Sotto questo aspetto, il libro di Riccardi chiarisce non poche questioni, anche verso chi ha, a volte, istigato un’interessata caccia alle streghe contro l’agricoltura biodinamica. Per esempio, l’autore chiarisce che produrre vino adottando criteri biodinamici non significa tornare al mondo contadino delle generazioni precedenti. Perché anche quando queste generazioni si percepiscono come preindustriali e pre-chimiche, sono in realtà già la trasformazione di quello che esse stesse hanno violentemente danneggiato.

L’EMANCIPAZIONE dalle fatiche e condizioni di vita spesso disumane ha però fornito un alibi ai contadini – trionfalmente fieri sui loro trattori mentre fresano e spruzzano diserbanti e non più chini sul terreno – per esercitare una sorta di vendetta sugli stessi suoli che coltivano (e che, per altro, troppo spesso tornano a far coltivare a braccianti talvolta ridotti quasi in schiavitù, come si vede in tante aree agricole anche nel nostro paese).

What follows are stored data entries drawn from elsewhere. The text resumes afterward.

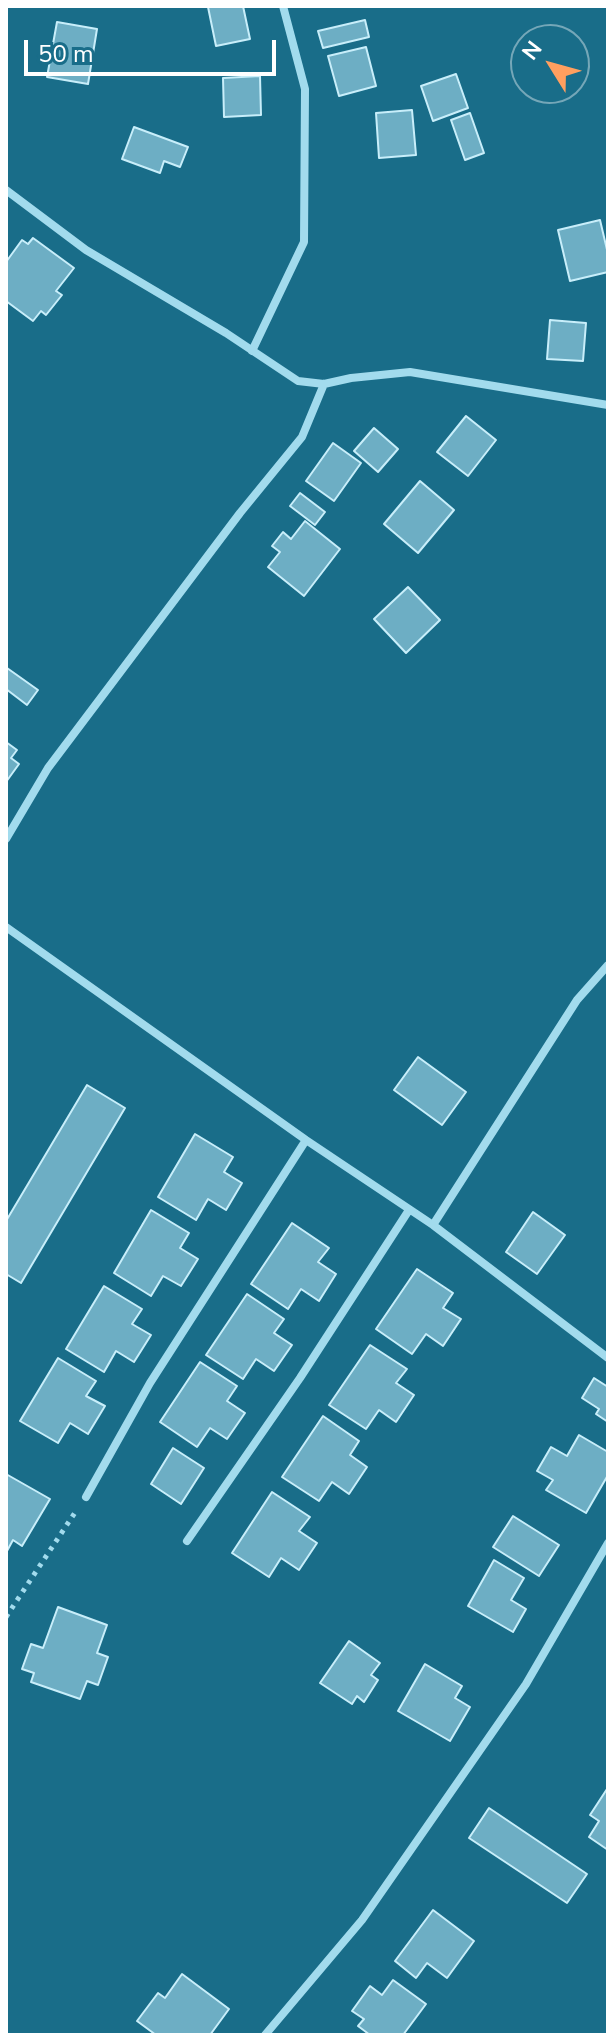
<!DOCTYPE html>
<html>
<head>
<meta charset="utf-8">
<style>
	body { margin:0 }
	#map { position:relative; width:614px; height:2041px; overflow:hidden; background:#196d89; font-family:"Nunito Sans",sans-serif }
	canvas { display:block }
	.frame { position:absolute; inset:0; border:8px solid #fff; pointer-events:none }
	.north { position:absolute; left:510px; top:24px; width:80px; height:80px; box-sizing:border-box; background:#196d89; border:2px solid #75a7b8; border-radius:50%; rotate:307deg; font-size:22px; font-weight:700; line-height:32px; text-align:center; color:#fff }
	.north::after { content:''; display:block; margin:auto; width:28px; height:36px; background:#ff9f5f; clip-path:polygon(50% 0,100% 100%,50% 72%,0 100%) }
	.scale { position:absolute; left:24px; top:40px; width:252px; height:36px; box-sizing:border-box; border:4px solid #fff; border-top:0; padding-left:10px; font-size:24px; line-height:28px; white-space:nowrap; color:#fff; -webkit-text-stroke:6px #196d89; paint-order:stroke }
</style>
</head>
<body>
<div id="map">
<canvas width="614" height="2041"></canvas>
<div class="frame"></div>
<div class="north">N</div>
<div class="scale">50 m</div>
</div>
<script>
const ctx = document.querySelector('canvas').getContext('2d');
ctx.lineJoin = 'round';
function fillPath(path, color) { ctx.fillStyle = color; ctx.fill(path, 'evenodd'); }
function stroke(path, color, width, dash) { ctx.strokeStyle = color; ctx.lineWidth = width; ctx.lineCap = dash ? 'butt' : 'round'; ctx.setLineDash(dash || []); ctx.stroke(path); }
const building = new Path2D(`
	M243,6L250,39L216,46L208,7Z
	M365,20L369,37L323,48L318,31Z
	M57,22L97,29L88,84L47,77Z
	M366,47L376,86L339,96L328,56Z
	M456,74L468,108L433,121L421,86Z
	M260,76L261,115L224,117L223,78Z
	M412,110L416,155L379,158L376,113Z
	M470,113L484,153L465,160L451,120Z
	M134,127L188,147L180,167L164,161L160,173L122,159Z
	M600,220L608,254V272L570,281L558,230Z
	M33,238L74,268L56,291L62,295L46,315L41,311L33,321L6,301V262L22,240L28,244Z
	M550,320L586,323L583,361L547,359Z
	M466,416L496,440L468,476L437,452Z
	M374,428L398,449L378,472L354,451Z
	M333,443L361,463L334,501L306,481Z
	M420,481L454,510L418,553L384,524Z
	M300,493L325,512L315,525L290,506Z
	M305,521L340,549L304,596L268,567L280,552L272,546L283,532L291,539Z
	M408,587L440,620L406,653L374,619Z
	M7,668L38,690L27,705L6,689Z
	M6,742L17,750L11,758L19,764L6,782Z
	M418,1057L466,1092L442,1125L394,1090Z
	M87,1085L125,1108L21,1283L6,1274V1221Z
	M195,1134L233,1157L224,1172L242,1183L226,1210L208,1199L196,1220L158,1197Z
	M151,1210L189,1233L180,1248L198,1259L181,1286L163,1276L151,1296L114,1273Z
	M533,1212L565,1235L537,1274L506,1252Z
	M292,1223L329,1248L318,1262L336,1274L319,1301L301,1289L288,1309L251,1284Z
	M417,1269L453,1293L443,1308L461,1319L443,1346L426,1334L412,1354L376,1329Z
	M104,1286L142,1309L132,1324L151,1335L134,1362L116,1351L104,1372L66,1349Z
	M247,1294L284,1319L274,1333L292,1345L274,1371L256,1359L243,1379L206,1355Z
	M370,1345L407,1369L396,1383L414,1395L396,1422L379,1410L366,1429L329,1405Z
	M58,1358L96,1381L86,1396L105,1406L88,1434L70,1423L58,1443L20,1421Z
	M200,1362L237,1386L227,1401L245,1413L227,1439L210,1428L197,1447L160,1422Z
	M594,1378L608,1387V1422L596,1414L599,1409L582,1398Z
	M323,1416L359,1441L350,1455L367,1467L349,1494L332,1482L319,1501L282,1477Z
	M579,1435L608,1452V1475L586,1513L546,1490L553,1480L537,1471L551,1447L567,1456Z
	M173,1448L204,1468L181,1504L151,1484Z
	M6,1474L50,1499L22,1546L13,1540L7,1551Z
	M272,1492L310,1517L299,1531L317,1543L299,1570L281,1558L269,1577L232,1553Z
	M513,1516L559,1545L539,1576L493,1547Z
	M494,1560L524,1578L511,1600L526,1609L513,1632L468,1606Z
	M58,1607L107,1625L97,1653L108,1657L98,1685L87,1681L80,1699L31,1682L34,1673L22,1669L31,1644L43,1648Z
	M349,1641L380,1663L371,1675L378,1680L364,1702L357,1696L352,1704L320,1683Z
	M425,1664L462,1686L455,1698L470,1707L450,1741L398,1711Z
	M607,1789L608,1790V1850L589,1837L599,1821L590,1815Z
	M489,1808L587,1874L567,1903L469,1838Z
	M433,1910L474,1941L447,1978L427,1963L416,1978L395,1961Z
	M182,1974L229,2009L210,2035H156L137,2021L158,1993L165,1998Z
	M393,1980L426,2004L403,2035H370L358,2026L364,2019L352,2011L370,1986L382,1995Z`);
fillPath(building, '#6daec4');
stroke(building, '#c8eefa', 2);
stroke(new Path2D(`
	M6,1617L76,1511`), '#a2dbed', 5, [4, 6]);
stroke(new Path2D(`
	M6,190L86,250L226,333L298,381L324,384L351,378L410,372L608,405
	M252,351L304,242L305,89L283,6
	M6,839L48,768L240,513L302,437L324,384
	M6,927L306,1140L433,1225L608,1358
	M433,1225L577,1000L608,965
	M86,1497L150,1383L306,1140
	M187,1541L300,1378L409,1210
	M265,2035L362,1920L526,1684L608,1543`), '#a2dbed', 8);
</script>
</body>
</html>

IIl circolo vizioso giocato come una coazione a ripetere tra fertilizzazione artificiale dei suoli, conseguente impoverimento e necessità di rifertilizzazione degli stessi terreni ha costruito la convinzione, nei figli dei contadini di ieri, che non si possa uscire da quel circolo. Riccardi mostra, invece, come un’agricoltura biodinamica possa spezzare questo circolo e così accedere – anche attraverso il vino – a fare esperienza della natura delle cose, dei luoghi e del tempo. Soprattutto del tempo degli esseri umani che, da quella natura, è attraversato.